They nip and pinch each other, and squeal with pain and
anger. Ah, the winner still keeps his prize! Again he is caught, and this
time it seems as if he must succumb. But his horse helps him out and, by
clinging desperately to the horn of the saddle and his horse's mane, he
wrests himself away from his pursuer, aided by the shying of the pursuing
horse, which is kicked and bitten by his own animal. But where is the
pursuer? His horse is dashing riderless away. Is he trampled to death in
that swirling, sandy conflict? No, he is hanging on to the man with the
rooster, belabored the while with the now bloody and dilapidated bird.

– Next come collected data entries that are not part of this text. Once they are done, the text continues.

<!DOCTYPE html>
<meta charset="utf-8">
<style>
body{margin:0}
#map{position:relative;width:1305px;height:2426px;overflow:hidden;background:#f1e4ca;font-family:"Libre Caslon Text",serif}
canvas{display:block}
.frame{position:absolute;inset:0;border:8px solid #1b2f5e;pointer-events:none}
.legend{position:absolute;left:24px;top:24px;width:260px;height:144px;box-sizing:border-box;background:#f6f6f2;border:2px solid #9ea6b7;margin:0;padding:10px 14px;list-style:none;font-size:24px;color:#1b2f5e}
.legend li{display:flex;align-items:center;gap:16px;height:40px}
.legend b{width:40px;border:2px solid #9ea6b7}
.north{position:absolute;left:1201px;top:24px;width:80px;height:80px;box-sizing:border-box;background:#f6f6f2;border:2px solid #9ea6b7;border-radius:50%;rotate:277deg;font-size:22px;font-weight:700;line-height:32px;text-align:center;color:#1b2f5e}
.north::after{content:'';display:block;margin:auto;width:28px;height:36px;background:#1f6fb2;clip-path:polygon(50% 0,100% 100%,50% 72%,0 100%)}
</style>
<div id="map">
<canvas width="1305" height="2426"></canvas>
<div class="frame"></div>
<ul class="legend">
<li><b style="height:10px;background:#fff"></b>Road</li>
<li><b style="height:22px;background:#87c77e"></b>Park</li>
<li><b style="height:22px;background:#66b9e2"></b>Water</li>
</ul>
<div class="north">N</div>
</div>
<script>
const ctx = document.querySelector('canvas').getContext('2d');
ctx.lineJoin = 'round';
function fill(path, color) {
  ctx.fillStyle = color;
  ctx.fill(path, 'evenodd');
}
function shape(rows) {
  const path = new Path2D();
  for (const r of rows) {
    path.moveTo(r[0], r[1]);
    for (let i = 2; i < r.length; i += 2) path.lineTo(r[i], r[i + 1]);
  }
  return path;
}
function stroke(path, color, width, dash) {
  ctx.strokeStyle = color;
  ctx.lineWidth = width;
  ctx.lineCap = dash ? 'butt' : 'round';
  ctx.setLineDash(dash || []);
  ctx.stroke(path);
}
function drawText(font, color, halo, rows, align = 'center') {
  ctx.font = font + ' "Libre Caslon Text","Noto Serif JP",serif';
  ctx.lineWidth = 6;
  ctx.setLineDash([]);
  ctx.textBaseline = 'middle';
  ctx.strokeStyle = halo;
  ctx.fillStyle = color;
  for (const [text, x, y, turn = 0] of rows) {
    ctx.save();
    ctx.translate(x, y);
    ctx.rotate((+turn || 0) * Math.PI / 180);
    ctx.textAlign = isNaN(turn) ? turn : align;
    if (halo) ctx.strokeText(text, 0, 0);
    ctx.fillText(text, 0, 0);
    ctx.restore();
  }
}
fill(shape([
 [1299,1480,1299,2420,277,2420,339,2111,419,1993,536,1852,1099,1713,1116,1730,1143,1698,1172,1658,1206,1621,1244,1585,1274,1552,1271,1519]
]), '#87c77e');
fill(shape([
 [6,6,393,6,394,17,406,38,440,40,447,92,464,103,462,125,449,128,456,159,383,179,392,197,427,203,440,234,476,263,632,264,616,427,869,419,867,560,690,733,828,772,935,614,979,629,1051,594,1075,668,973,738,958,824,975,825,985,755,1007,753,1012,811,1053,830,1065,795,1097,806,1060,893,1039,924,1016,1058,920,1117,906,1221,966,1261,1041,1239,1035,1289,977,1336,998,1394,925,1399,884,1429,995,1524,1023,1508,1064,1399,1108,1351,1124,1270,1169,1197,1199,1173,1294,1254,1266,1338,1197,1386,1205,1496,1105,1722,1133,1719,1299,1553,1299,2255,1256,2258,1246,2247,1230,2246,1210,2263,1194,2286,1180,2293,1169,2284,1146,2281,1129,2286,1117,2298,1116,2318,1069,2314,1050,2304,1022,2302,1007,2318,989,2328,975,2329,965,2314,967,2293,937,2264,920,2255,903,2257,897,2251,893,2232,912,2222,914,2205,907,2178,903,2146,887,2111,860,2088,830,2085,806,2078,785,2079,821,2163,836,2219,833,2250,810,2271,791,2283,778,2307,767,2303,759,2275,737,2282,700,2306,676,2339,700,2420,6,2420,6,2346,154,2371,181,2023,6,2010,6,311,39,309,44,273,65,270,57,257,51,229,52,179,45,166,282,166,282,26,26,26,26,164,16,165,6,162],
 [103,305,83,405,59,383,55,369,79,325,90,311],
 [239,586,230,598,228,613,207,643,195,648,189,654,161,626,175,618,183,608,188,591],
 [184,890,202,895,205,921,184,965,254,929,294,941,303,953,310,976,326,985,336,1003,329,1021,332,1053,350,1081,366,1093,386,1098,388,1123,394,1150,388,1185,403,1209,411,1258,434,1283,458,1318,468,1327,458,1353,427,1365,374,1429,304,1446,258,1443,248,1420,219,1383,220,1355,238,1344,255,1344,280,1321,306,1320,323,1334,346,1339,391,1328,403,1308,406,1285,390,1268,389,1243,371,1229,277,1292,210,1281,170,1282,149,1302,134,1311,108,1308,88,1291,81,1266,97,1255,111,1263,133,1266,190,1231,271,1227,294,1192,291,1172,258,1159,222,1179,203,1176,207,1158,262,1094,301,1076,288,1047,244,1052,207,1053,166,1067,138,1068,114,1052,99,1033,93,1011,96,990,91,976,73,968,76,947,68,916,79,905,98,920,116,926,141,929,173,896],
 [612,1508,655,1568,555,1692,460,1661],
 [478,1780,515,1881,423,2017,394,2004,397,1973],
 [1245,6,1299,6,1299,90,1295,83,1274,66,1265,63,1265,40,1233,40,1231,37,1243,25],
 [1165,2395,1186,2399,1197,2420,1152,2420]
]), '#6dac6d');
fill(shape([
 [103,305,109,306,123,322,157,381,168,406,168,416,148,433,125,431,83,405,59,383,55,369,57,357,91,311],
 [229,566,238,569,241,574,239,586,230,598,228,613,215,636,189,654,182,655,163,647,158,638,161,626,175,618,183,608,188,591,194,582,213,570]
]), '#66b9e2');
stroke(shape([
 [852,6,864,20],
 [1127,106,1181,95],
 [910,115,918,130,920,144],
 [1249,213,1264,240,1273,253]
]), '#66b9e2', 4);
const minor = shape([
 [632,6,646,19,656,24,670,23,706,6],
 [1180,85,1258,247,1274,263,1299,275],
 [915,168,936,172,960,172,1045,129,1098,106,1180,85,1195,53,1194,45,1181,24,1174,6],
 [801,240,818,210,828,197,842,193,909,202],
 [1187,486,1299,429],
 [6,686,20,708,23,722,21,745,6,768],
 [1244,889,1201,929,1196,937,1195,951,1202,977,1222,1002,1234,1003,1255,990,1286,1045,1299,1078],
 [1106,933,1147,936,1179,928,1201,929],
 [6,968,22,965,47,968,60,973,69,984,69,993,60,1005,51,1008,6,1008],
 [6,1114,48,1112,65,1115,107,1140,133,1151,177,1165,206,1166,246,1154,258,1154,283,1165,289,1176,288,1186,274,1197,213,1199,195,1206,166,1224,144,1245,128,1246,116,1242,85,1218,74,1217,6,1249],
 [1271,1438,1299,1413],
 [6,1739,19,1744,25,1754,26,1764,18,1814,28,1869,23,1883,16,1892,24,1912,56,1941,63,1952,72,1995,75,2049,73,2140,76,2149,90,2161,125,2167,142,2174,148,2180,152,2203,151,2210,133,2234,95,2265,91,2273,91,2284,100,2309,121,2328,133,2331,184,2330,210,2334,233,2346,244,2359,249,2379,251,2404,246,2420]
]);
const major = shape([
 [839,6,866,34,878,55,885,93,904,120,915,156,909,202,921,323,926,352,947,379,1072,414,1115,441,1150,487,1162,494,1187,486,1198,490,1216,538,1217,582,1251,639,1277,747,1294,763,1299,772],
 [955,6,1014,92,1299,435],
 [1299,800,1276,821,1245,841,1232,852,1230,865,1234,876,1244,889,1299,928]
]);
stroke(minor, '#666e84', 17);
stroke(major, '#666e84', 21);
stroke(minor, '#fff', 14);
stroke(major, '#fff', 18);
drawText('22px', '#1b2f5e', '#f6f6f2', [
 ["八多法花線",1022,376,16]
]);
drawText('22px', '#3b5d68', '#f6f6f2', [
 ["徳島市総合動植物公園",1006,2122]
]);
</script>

Regardless of this he still clings, although the horse is bounding along at
great speed, and a hundred or more are following, all yelling and
encouraging him not to let go. With a superb effort, he swings himself onto
the horse behind the saddle, and with a second sudden move grabs the
rooster and wrests half of it out of the original victor's hands. Seeing a
chance to escape he drops upon the sand, picks himself up unhurt, and is
soon seated upon a new horse. Now he becomes the pursued, and two bands,
instead of one, of howling, raving, shouting demons, occupy the attention.
Finish of Contest. And thus the struggle goes on, good-naturedly, yet with
a fierceness of energy that is exhausting in its wild excitement;
exhausting to the onlooker, as well as the participant.